But we’re getting a little into the weeds there. Let’s take a step back.

You’ve heard the idea, now let’s see how it feels. I want to demonstrate the workflow to you, but it’s going to require a little bit of suspension of disbelief on your part: this is a blog post, and I don’t really have time to show you any particularly interesting tests. I also have to confess that I don’t write very many interesting tests outside of work, so this will be a combination of completely fake contrived examples and trivial unit tests lifted from random side projects.

With that in mind, let’s start with one from the “extremely contrived” camp:

Yes, I know that you haven’t actually implemented a sorting algorithm since the third grade, but I hope that it gives you the gist of the workflow: you write expressions, press a button, and the result appears directly in your source code. It’s like working in a Jupyter notebook, except that you don’t have to work in a Jupyter notebook. You don’t have to leave the comfort of Emacs, or Vim, or VSCode, or BBEdit – as long as your editor can load files off a file system, it’s compatible with this workflow.
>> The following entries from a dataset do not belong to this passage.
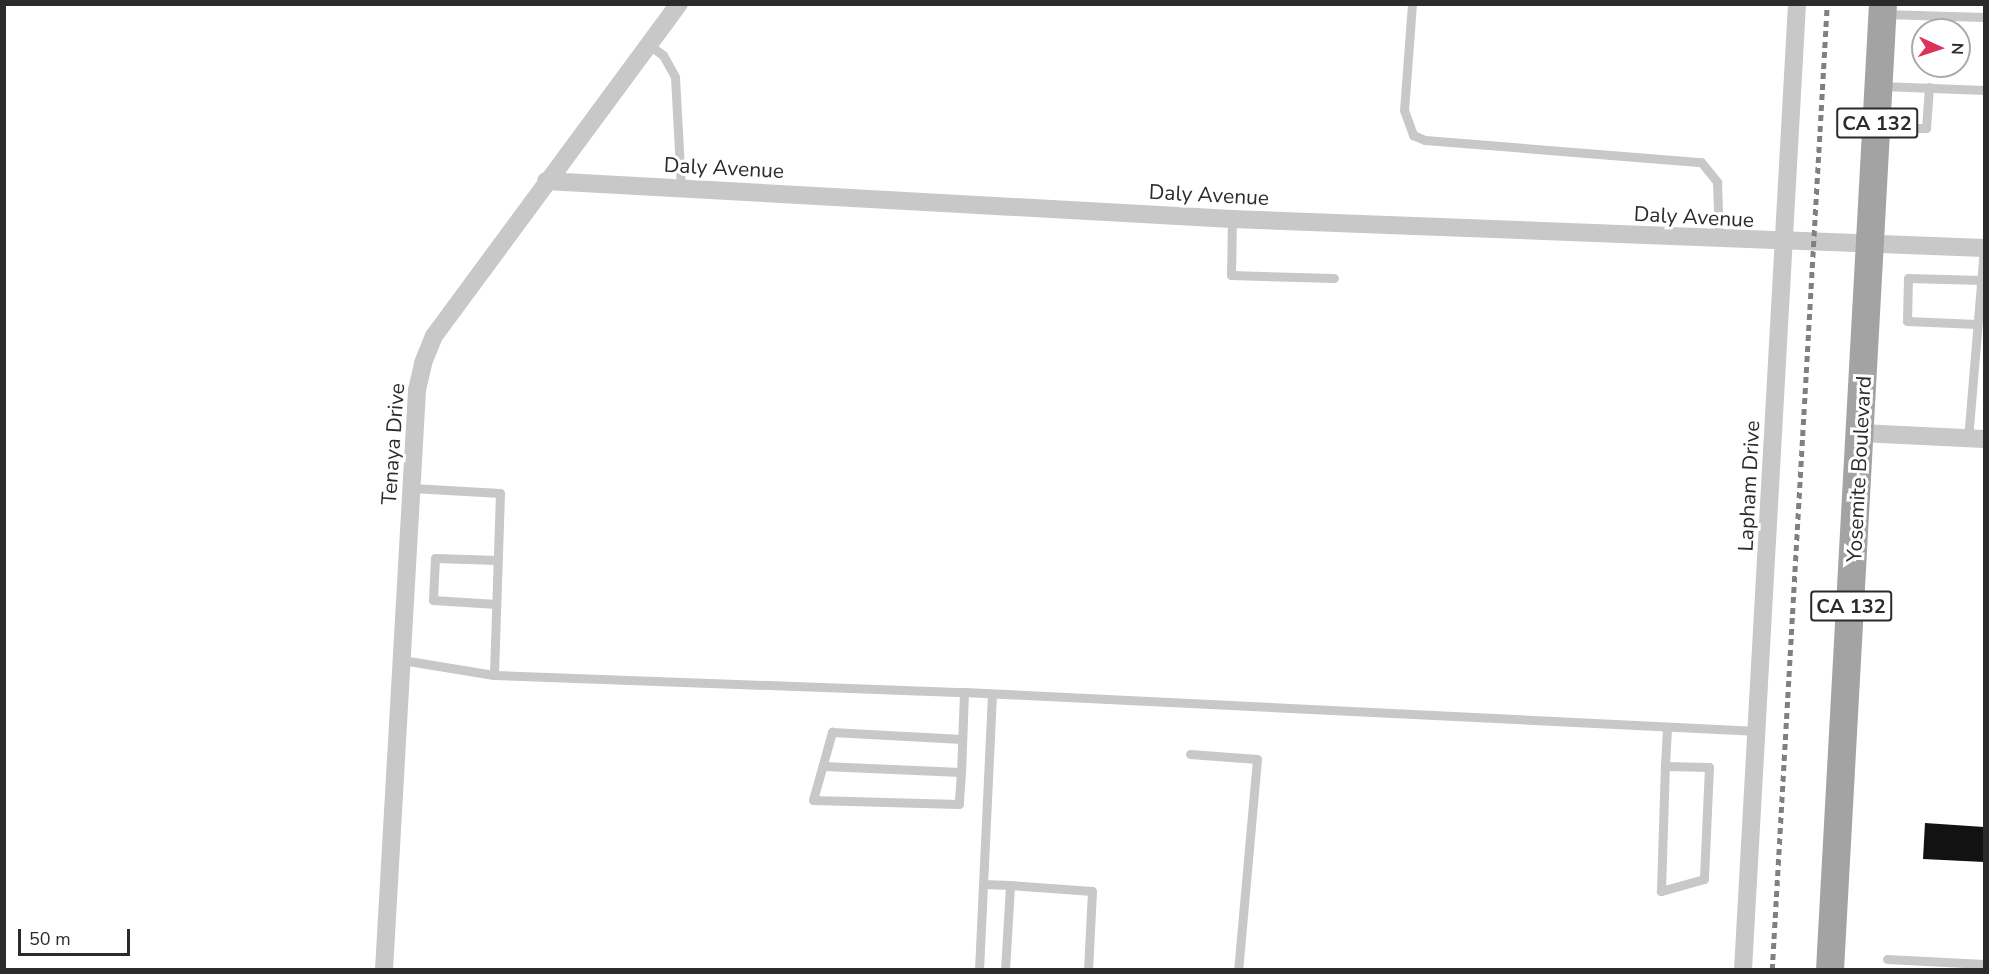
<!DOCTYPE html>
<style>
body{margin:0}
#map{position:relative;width:1989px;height:974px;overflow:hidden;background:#fff;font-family:"Nunito Sans",sans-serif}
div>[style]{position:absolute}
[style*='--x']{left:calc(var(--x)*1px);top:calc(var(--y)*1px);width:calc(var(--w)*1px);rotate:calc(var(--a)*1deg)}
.building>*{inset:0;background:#121212}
.service>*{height:9px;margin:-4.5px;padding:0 4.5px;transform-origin:4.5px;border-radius:4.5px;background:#c8c8c8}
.minor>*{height:18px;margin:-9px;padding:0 9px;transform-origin:9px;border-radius:9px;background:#c8c8c8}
.primary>*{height:28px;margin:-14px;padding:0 14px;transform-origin:14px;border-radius:14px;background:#a3a3a3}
.rail>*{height:4.5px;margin-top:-2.25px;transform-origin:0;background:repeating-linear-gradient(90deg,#808080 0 6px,transparent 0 10.5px)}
span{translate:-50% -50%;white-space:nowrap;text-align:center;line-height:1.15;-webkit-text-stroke:6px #fff;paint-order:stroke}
.shield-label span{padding:2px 4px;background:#fff;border:2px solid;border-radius:4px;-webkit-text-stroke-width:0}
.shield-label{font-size:20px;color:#2b2b2b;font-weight:700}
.street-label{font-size:21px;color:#2b2b2b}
.frame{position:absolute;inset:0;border:6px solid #2b2b2b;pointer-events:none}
.north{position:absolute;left:1911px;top:18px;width:60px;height:60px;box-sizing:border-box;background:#fff;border:2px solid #aaa;border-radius:50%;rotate:93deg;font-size:16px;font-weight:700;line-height:24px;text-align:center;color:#2b2b2b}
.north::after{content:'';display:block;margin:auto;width:21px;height:27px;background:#dc335b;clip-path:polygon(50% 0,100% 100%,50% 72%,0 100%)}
.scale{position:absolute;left:18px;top:929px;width:112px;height:27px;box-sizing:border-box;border:3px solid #2b2b2b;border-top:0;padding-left:8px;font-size:18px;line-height:21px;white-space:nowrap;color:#2b2b2b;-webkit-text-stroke:4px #fff;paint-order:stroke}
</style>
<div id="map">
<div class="building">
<i style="clip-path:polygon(1925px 823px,1984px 827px,1984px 862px,1923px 859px)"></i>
</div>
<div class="service">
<i style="--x:1412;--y:4;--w:106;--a:94.3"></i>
<i style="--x:1404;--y:110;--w:27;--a:70"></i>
<i style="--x:1413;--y:135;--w:13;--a:23"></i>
<i style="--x:1425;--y:140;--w:277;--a:4.6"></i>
<i style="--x:1701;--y:162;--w:26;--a:51"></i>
<i style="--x:1717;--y:182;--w:57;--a:88"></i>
<i style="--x:1885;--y:14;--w:99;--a:1.7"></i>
<i style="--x:649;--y:45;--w:17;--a:36"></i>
<i style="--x:663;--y:55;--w:25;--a:61"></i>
<i style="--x:675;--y:77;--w:112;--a:86.9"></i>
<i style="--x:1881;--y:86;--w:103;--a:2.2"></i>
<i style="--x:1879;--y:128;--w:47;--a:0"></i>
<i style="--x:1926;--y:128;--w:41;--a:-85.8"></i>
<i style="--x:1232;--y:219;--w:56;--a:91"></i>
<i style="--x:1231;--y:275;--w:103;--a:1.7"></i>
<i style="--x:1977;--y:324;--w:70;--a:-177.5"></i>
<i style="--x:1907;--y:321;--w:43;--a:-88.7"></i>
<i style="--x:1908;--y:278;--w:73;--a:1.6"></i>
<i style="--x:1968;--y:439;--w:192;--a:-85.2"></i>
<i style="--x:412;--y:488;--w:88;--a:3.3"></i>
<i style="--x:500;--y:493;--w:182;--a:91.9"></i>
<i style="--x:494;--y:675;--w:470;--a:2.1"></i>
<i style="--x:964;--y:692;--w:80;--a:92.1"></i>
<i style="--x:961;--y:772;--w:32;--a:94"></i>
<i style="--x:959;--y:804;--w:146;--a:-178.4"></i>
<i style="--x:813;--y:800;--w:71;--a:-74.4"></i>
<i style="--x:832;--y:732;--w:130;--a:3.1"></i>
<i style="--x:496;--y:604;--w:63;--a:-176.4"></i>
<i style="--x:433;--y:600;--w:42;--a:-87.3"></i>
<i style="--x:435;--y:558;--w:62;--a:1.8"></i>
<i style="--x:402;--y:660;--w:93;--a:9.3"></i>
<i style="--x:964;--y:692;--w:795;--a:2.81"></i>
<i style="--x:1190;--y:754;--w:67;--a:4.3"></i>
<i style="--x:1257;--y:759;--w:212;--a:95.1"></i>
<i style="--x:823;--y:766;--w:138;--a:2.5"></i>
<i style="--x:1665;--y:766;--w:44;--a:1.3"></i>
<i style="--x:1709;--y:767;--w:112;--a:92.6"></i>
<i style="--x:1704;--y:879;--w:45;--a:164.4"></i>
<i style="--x:1661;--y:891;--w:125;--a:-88.2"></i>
<i style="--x:1665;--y:766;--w:39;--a:-87"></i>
<i style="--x:983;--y:884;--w:27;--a:2"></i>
<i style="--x:1887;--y:959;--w:97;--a:3"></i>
<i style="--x:979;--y:970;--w:276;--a:-87.3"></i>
<i style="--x:1005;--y:970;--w:85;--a:-86.6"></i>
<i style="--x:1010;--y:885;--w:82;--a:4.2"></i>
<i style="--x:1092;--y:891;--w:79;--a:92.9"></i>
</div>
<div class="minor">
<i style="--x:546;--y:181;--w:687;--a:3.17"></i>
<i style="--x:1232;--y:219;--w:753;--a:2.21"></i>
<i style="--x:1861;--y:433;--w:123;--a:2.8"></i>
<i style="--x:384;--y:970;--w:581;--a:-86.74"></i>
<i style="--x:417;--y:390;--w:28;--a:-77"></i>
<i style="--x:423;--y:363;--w:29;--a:-68"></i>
<i style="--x:434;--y:336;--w:413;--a:-53.6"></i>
<i style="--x:1743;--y:970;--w:968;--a:-86.8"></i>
</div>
<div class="primary">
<i style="--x:1830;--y:970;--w:967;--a:-86.86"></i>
</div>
<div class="rail">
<i style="--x:1772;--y:970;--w:968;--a:-86.74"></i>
</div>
<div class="shield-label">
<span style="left:1877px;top:123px">CA 132</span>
<span style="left:1851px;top:606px">CA 132</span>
</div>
<div class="street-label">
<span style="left:724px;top:168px;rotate:3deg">Daly Avenue</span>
<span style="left:1209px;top:195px;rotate:3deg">Daly Avenue</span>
<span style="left:1694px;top:217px;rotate:3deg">Daly Avenue</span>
<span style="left:393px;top:444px;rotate:-86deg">Tenaya Drive</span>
<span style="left:1859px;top:469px;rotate:-87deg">Yosemite Boulevard</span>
<span style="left:1749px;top:486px;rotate:-87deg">Lapham Drive</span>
</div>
<div class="frame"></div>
<div class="north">N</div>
<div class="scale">50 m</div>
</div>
In case you skipped the video, the end result looks something like this:

(use judge)

(defn slow-sort [list]
  (case (length list)
    0 list
    1 list
    2 (let [[x y] list] [(min x y) (max x y)])
    (do
      (def pivot (in list (math/floor (/ (length list) 2))))
      (def bigs (filter |(> $ pivot) list))
      (def smalls (filter |(< $ pivot) list))
      (def equals (filter |(= $ pivot) list))
      [;(slow-sort smalls) ;equals ;(slow-sort bigs)])))

(test (slow-sort [3 1 2]) [1 2 3])
(test (slow-sort []) [])
(test (slow-sort [1 1 1 1 1]) [1 1 1 1 1])

Those tests at the end might look like regular equality assertions – and, in a way, they are. But I only had to write the “first half” of them – I only wrote the expressions to run in my “REPL” – and my test framework filled in right-hand sides for me.

Now, as you probably noticed, there were a lot of parentheses in that demo. Don’t be alarmed: the parentheses are entirely incidental. I just happen to be spending a lot of time with Janet lately, and I’ve written a test framework that’s heavily based around this workflow.

But there’s nothing parentheses-specific about this technique. I first met this type of programming in OCaml, via the “expect test” framework. The specifics of OCaml’s expect tests are a little bit different, but the overall workflow is the same:

let%expect_test "formatting board coordinates" =
  print_endline (to_string { row = 0; col = 0 });
  [%expect "A1"];
  print_endline (to_string { row = 10; col = 4 });
  [%expect "E11"]
;;

Instead of the expression-oriented API we saw in Janet, an OCaml expect test is a series of statements that print to stdout, followed by automatically-updating assertions about what exactly was printed. This makes sense because OCaml doesn’t really have a canonical way to print a representation of any value,1 so you have to decide exactly what you want your REPL to Print.

And this workflow works in normal languages too! Here’s an example in Rust, using the K9 test framework:2

#[test]
fn indentation() {
    k9::snapshot!(
        tokenize(
            "
a
  b
  c
d
  e
    f
g
"
        ),
        "a ␤ → b ␤ c ␤ ← d ␤ → e ␤ → f ␤ ← ← g ␤"
    );
}

We’re pulling from the “trivial side project” category now. That’s a test I wrote for an indentation-sensitive tokenizer, but again, I just wrote an expression that I wanted to check and then checked that the result looked right. I didn’t have to spend any time crafting the token stream that I expected to see ahead of time – I only had to write down an expression that seemed interesting to me.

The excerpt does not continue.